- [WHAT THE EXERCISE ASKS]
Answer with a number only, stating how many lines of the records hold the word "block".
====================
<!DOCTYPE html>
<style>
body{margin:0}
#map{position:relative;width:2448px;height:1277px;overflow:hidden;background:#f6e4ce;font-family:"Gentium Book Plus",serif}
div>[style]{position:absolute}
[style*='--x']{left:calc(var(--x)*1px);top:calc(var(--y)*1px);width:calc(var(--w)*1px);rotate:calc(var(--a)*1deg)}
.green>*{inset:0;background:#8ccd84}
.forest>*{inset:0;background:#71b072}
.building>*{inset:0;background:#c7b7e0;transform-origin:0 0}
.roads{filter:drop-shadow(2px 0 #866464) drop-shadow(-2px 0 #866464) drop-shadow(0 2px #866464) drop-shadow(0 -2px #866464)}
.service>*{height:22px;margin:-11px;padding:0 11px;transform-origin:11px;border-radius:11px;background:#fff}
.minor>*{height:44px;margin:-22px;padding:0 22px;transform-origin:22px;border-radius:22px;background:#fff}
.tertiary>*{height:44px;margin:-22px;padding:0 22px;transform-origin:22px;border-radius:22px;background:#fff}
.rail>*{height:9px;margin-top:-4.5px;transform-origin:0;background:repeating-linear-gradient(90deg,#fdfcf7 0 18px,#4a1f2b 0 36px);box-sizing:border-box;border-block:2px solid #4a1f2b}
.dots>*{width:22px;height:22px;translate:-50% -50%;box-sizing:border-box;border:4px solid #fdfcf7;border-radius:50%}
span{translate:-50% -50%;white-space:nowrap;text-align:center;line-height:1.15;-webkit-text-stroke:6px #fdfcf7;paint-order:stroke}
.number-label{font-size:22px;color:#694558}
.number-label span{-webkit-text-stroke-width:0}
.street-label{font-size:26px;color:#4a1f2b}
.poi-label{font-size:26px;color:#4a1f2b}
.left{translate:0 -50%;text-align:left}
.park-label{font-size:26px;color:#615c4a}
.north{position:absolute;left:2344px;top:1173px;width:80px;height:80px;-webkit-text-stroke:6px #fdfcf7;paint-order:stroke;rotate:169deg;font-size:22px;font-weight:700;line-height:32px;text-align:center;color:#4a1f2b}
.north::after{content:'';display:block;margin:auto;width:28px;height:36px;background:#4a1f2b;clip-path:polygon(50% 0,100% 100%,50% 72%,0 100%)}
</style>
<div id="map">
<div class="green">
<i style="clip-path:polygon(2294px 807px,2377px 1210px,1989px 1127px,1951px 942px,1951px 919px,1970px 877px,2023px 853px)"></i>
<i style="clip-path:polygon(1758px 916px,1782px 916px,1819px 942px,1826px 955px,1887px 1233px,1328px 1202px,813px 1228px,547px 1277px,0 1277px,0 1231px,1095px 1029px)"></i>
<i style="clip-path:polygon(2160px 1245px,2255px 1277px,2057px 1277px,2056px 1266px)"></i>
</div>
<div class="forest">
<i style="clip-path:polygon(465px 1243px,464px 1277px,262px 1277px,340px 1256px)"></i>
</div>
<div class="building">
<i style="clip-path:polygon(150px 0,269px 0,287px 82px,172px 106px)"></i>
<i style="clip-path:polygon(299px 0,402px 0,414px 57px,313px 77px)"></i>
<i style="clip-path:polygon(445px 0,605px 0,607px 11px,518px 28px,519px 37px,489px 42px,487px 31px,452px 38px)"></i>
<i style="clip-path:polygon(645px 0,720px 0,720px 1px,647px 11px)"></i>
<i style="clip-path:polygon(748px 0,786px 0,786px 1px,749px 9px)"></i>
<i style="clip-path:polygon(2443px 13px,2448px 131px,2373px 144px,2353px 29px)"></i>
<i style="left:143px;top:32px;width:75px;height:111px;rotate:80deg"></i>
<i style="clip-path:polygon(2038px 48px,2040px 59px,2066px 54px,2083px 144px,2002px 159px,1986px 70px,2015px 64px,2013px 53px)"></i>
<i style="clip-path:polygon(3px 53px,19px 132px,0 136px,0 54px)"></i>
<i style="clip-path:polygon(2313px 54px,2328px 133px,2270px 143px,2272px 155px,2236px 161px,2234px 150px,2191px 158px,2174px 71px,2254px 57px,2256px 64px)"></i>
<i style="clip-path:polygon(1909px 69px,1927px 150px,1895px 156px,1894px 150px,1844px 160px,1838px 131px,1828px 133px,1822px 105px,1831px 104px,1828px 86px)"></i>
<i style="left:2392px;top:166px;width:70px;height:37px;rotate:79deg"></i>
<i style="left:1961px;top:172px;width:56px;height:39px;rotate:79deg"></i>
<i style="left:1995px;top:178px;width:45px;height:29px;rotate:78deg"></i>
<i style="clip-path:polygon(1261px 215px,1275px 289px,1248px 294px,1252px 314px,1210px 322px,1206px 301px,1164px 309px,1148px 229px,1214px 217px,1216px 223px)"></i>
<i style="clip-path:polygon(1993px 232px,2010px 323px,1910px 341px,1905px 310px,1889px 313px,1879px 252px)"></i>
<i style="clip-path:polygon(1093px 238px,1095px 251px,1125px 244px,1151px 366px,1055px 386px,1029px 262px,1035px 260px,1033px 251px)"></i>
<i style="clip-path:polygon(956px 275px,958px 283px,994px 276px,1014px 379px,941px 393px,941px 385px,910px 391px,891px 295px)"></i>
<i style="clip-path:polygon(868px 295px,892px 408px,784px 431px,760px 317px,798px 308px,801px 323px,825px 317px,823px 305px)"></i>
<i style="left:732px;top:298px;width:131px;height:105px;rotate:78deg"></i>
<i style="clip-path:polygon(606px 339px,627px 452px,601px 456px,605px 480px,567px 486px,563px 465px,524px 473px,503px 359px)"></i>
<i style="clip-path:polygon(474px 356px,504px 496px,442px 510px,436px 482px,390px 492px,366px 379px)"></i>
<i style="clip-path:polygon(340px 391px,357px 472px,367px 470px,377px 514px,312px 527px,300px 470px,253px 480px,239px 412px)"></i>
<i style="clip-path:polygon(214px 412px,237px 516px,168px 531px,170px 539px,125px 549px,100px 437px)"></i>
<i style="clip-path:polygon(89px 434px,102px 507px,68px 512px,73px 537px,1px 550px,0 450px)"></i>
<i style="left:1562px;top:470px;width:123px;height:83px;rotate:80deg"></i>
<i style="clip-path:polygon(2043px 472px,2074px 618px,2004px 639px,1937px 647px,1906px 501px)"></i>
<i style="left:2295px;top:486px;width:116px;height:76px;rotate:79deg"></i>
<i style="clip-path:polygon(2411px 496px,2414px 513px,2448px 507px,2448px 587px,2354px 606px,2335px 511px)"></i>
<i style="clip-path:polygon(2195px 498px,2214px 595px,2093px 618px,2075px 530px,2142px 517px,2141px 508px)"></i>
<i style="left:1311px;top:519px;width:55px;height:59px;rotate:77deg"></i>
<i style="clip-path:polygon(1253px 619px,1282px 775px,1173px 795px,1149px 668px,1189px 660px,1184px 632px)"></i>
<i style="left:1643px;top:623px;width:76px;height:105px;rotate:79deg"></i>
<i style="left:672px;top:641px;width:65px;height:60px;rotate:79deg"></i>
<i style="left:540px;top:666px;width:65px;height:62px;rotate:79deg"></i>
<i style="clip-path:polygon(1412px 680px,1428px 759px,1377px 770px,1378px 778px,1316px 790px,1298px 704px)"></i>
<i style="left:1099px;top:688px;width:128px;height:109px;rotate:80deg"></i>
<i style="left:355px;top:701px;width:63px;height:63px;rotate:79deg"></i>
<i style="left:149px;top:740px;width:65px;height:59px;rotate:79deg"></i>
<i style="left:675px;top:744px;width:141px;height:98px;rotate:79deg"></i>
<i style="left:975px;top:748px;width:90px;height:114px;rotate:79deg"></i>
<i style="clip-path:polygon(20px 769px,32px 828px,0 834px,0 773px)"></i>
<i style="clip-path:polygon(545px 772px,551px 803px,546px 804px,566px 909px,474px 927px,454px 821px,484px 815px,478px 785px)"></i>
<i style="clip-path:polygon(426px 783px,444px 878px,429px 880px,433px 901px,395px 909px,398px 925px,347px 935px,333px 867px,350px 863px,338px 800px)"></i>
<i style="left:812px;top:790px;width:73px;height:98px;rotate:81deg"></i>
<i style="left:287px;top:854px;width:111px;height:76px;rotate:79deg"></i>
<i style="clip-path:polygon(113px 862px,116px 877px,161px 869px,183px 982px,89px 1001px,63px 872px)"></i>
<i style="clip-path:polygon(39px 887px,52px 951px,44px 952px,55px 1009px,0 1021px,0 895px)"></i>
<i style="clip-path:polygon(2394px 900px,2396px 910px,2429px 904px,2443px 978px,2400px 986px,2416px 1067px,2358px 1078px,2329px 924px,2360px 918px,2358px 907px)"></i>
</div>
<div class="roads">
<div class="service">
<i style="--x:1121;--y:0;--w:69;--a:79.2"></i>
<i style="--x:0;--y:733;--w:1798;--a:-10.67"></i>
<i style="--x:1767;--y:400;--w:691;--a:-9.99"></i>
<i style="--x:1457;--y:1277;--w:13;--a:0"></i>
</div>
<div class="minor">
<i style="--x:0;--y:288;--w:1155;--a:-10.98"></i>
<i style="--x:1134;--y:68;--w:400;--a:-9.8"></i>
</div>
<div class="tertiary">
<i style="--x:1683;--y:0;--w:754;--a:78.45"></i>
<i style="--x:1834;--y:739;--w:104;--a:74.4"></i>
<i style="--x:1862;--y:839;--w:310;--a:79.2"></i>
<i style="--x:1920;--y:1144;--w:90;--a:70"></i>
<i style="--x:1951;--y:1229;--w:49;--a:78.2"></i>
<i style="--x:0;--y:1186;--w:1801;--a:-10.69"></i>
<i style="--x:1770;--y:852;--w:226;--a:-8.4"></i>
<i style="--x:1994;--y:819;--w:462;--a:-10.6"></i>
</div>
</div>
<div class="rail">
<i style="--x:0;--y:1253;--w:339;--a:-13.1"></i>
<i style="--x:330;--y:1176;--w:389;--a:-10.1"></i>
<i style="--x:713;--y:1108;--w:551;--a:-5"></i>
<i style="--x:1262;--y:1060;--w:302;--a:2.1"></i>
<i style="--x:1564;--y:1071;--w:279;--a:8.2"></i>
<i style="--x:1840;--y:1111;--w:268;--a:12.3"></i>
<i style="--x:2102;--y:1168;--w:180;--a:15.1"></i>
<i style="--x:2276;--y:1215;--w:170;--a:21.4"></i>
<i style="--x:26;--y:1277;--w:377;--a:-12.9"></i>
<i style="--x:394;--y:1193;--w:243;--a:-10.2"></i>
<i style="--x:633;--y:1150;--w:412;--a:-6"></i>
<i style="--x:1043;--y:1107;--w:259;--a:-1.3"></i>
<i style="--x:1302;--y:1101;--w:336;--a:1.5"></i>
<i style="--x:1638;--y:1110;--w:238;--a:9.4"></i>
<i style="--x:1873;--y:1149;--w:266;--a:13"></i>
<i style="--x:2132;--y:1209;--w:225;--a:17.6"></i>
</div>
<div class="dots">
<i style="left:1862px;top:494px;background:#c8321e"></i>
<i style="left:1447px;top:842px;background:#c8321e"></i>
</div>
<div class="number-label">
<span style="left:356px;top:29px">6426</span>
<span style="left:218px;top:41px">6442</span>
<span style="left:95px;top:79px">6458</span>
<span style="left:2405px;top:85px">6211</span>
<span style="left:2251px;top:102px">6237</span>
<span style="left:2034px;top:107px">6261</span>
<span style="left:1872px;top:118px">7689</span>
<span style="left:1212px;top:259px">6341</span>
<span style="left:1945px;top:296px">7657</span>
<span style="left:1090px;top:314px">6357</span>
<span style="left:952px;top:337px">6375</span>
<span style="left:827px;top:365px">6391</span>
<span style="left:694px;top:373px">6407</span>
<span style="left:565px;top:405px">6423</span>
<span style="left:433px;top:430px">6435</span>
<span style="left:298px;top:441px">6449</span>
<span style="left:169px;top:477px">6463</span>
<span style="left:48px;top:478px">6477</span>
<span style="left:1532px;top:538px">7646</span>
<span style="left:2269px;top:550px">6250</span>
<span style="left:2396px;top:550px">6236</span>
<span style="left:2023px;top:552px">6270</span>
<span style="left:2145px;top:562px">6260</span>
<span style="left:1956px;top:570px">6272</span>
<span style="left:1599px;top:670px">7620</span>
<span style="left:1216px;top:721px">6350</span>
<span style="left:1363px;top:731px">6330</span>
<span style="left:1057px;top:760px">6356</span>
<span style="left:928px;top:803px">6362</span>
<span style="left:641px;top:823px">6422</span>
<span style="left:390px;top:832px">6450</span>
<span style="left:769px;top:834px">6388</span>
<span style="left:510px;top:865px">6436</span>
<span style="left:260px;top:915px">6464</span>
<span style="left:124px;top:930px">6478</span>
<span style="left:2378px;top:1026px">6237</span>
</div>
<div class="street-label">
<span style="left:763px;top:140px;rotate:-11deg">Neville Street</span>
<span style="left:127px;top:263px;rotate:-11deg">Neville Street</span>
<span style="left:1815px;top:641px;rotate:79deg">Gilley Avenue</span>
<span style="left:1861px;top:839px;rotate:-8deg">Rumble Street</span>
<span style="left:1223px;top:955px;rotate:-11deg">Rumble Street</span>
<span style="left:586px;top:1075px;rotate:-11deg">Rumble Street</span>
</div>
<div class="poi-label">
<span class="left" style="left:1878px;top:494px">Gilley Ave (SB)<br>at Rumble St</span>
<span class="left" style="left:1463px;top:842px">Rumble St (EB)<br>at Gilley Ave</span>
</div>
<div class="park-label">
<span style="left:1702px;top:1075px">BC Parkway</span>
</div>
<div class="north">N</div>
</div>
====================
- [SOLUTION FOR THIS TASK]
2